=== ASSIGNMENT ===
All of these records need to be duplicated exactly.

(Beginning of INFORMATION SUPPLIED)

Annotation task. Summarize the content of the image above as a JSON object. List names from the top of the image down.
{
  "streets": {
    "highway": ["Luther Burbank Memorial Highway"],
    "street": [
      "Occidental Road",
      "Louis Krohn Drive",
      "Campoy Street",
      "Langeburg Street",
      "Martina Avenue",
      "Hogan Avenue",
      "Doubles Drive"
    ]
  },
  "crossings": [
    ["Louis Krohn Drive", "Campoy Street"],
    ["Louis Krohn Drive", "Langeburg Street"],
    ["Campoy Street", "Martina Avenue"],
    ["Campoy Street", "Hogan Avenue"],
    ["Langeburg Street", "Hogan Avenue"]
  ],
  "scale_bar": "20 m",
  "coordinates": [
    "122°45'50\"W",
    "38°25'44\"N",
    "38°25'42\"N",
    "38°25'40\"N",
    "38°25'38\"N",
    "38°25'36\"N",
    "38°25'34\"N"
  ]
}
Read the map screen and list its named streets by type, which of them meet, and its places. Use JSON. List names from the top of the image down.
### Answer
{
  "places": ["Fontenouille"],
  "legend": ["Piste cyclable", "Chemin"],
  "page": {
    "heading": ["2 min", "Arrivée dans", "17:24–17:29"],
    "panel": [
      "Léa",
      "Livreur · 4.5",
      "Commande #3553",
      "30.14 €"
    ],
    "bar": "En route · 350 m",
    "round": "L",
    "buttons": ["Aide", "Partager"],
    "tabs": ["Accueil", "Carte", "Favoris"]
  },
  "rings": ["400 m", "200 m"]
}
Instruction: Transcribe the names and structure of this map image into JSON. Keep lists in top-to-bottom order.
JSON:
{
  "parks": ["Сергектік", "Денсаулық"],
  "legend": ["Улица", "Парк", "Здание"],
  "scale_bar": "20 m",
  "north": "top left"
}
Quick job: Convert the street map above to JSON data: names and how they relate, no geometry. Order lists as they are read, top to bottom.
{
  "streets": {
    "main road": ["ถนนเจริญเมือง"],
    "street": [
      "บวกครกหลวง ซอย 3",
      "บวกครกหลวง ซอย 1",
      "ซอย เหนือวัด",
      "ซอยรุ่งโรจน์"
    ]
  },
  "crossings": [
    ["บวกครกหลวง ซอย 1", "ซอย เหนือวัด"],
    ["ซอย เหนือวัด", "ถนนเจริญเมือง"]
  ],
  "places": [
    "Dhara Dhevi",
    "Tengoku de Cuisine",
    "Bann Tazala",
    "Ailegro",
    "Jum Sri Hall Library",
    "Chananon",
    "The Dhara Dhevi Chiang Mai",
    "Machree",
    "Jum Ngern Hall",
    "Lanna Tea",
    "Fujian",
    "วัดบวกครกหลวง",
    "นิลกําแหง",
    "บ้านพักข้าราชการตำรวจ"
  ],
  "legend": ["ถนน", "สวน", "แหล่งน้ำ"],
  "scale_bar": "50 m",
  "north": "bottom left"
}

(End of INFORMATION SUPPLIED)

=== ANSWER BELOW ===
Annotation task. Summarize the content of the image above as a JSON object. List names from the top of the image down.
{
  "streets": {
    "highway": ["Luther Burbank Memorial Highway"],
    "street": [
      "Occidental Road",
      "Louis Krohn Drive",
      "Campoy Street",
      "Langeburg Street",
      "Martina Avenue",
      "Hogan Avenue",
      "Doubles Drive"
    ]
  },
  "crossings": [
    ["Louis Krohn Drive", "Campoy Street"],
    ["Louis Krohn Drive", "Langeburg Street"],
    ["Campoy Street", "Martina Avenue"],
    ["Campoy Street", "Hogan Avenue"],
    ["Langeburg Street", "Hogan Avenue"]
  ],
  "scale_bar": "20 m",
  "coordinates": [
    "122°45'50\"W",
    "38°25'44\"N",
    "38°25'42\"N",
    "38°25'40\"N",
    "38°25'38\"N",
    "38°25'36\"N",
    "38°25'34\"N"
  ]
}
Read the map screen and list its named streets by type, which of them meet, and its places. Use JSON. List names from the top of the image down.
### Answer
{
  "places": ["Fontenouille"],
  "legend": ["Piste cyclable", "Chemin"],
  "page": {
    "heading": ["2 min", "Arrivée dans", "17:24–17:29"],
    "panel": [
      "Léa",
      "Livreur · 4.5",
      "Commande #3553",
      "30.14 €"
    ],
    "bar": "En route · 350 m",
    "round": "L",
    "buttons": ["Aide", "Partager"],
    "tabs": ["Accueil", "Carte", "Favoris"]
  },
  "rings": ["400 m", "200 m"]
}
Instruction: Transcribe the names and structure of this map image into JSON. Keep lists in top-to-bottom order.
JSON:
{
  "parks": ["Сергектік", "Денсаулық"],
  "legend": ["Улица", "Парк", "Здание"],
  "scale_bar": "20 m",
  "north": "top left"
}
Quick job: Convert the street map above to JSON data: names and how they relate, no geometry. Order lists as they are read, top to bottom.
{
  "streets": {
    "main road": ["ถนนเจริญเมือง"],
    "street": [
      "บวกครกหลวง ซอย 3",
      "บวกครกหลวง ซอย 1",
      "ซอย เหนือวัด",
      "ซอยรุ่งโรจน์"
    ]
  },
  "crossings": [
    ["บวกครกหลวง ซอย 1", "ซอย เหนือวัด"],
    ["ซอย เหนือวัด", "ถนนเจริญเมือง"]
  ],
  "places": [
    "Dhara Dhevi",
    "Tengoku de Cuisine",
    "Bann Tazala",
    "Ailegro",
    "Jum Sri Hall Library",
    "Chananon",
    "The Dhara Dhevi Chiang Mai",
    "Machree",
    "Jum Ngern Hall",
    "Lanna Tea",
    "Fujian",
    "วัดบวกครกหลวง",
    "นิลกําแหง",
    "บ้านพักข้าราชการตำรวจ"
  ],
  "legend": ["ถนน", "สวน", "แหล่งน้ำ"],
  "scale_bar": "50 m",
  "north": "bottom left"
}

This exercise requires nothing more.